During a Targeted Oncology case-based roundtable event, Afshin Dowlati, MD, and participants discussed the challenges of molecular testing and how to use test results to introduce targeted treatments for patients with non–small cell lung cancer.
DOWLATI: The National Comprehensive Cancer Network [NCCN] recommendations for NSCLC are that [frontline testing for NSCLCs should include] molecular testing, including for EGFR, ALK, ROS1, BRAF, NTRK1/2/3, MET exon 14 skipping, RET, and KRAS tumor mutations.1
The NCCN [guidelines recommend] that this [testing] should be conducted as part of broad molecular testing, along with PD-L1, which requires using next-generation sequencing [NGS] as opposed to selective testing using fluorescence in situ hybridization. Sequentially, [the guidelines] suggest that a broad panel should be used up front, to minimize tissue use and potential wastage, and to identify rare driver mutations that you otherwise wouldn’t see. It is thought that doing [all tests in one setting may] improve patient care.
The NCCN guidelines [also recommend] that if there’s insufficient tissue for all [tests], we should either do a repeat biopsy [or, in select cases], use plasma testing. However, in patients with more advanced-stage disease, the chances of finding a plasma-positive test for early-stage disease is extremely low. So, plasma testing would not apply to patients with advanced disease.

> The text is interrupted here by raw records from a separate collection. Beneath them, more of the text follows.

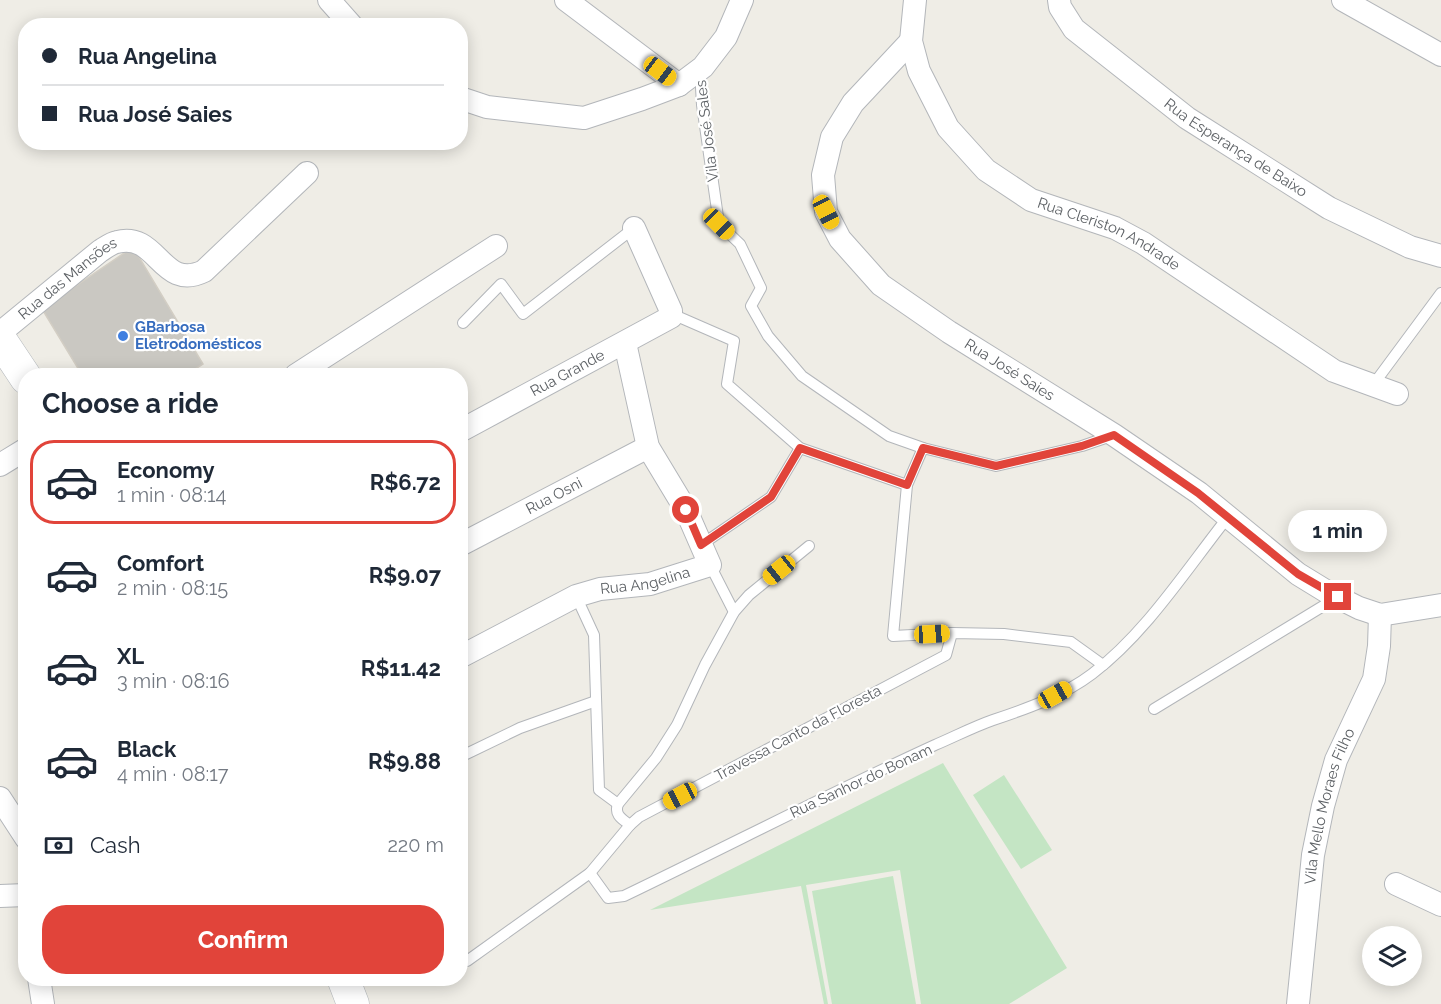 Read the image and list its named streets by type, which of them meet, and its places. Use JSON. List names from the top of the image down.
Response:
{
  "streets": {
    "street": [
      "Rua Esperança de Baixo",
      "Rua Cleriston Andrade",
      "Rua das Mansões",
      "Rua José Saies",
      "Rua Grande",
      "Rua Osni",
      "Rua Angelina",
      "Vila Mello Moraes Filho"
    ],
    "lane": ["Vila José Sales", "Travessa Canto da Floresta", "Rua Sanhor do Bonam"]
  },
  "crossings": [
    ["Rua Cleriston Andrade", "Rua José Saies"],
    ["Rua José Saies", "Rua Sanhor do Bonam"],
    ["Rua José Saies", "Vila Mello Moraes Filho"],
    ["Rua Grande", "Rua Angelina"],
    ["Rua Osni", "Rua Angelina"],
    ["Travessa Canto da Floresta", "Rua Sanhor do Bonam"]
  ],
  "places": ["GBarbosa Eletrodomésticos"],
  "page": {
    "banner": ["Rua Angelina", "Rua José Saies"],
    "heading": "Choose a ride",
    "list": [
      {
        "name": "Economy",
        "note": "1 min · 08:14",
        "value": "R$6.72"
      },
      {
        "name": "Comfort",
        "note": "2 min · 08:15",
        "value": "R$9.07"
      },
      {
        "name": "XL",
        "note": "3 min · 08:16",
        "value": "R$11.42"
      },
      {
        "name": "Black",
        "note": "4 min · 08:17",
        "value": "R$9.88"
      }
    ],
    "bubble": "1 min",
    "pay": ["Cash", "220 m"],
    "buttons": "Confirm"
  }
}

FEAGIN: Some of the health maintenance organizations [HMOs] aren’t interested in paying for NGS [for patients with early-stage disease]. They want to [limit NGS testing to patients] with advanced disease. So, [to address this], I order the tests individually, and some of them pass through, and some of them don’t.
DOWLATI: Do any HMOs [do this]?
FEAGIN: I’ve had a lot of [pushback on NGS testing from the Medicare HMOs.
DOWLATI: Does anybody else have any problems in terms of reimbursement [for NGS testing]?
ASHRAF: Yes, Blue Cross Blue Shield Alabama has been difficult to deal with in terms of NGS [testing].
DOWLATI: [Has this been for] early-stage disease?
ASHRAF: Early-stage disease and sometimes also later-stage disease.
ASHRAF: Typically, it’s up to the oncologist to order the testing.
DOWLATI: Does everyone agree with that?
HAMMOUD: Yes, I agree. Oncology usually orders the NGS.
FEAGIN: Oncology typically orders it, and that causes a delay in initiating treatment, unless the patient is seen as an inpatient.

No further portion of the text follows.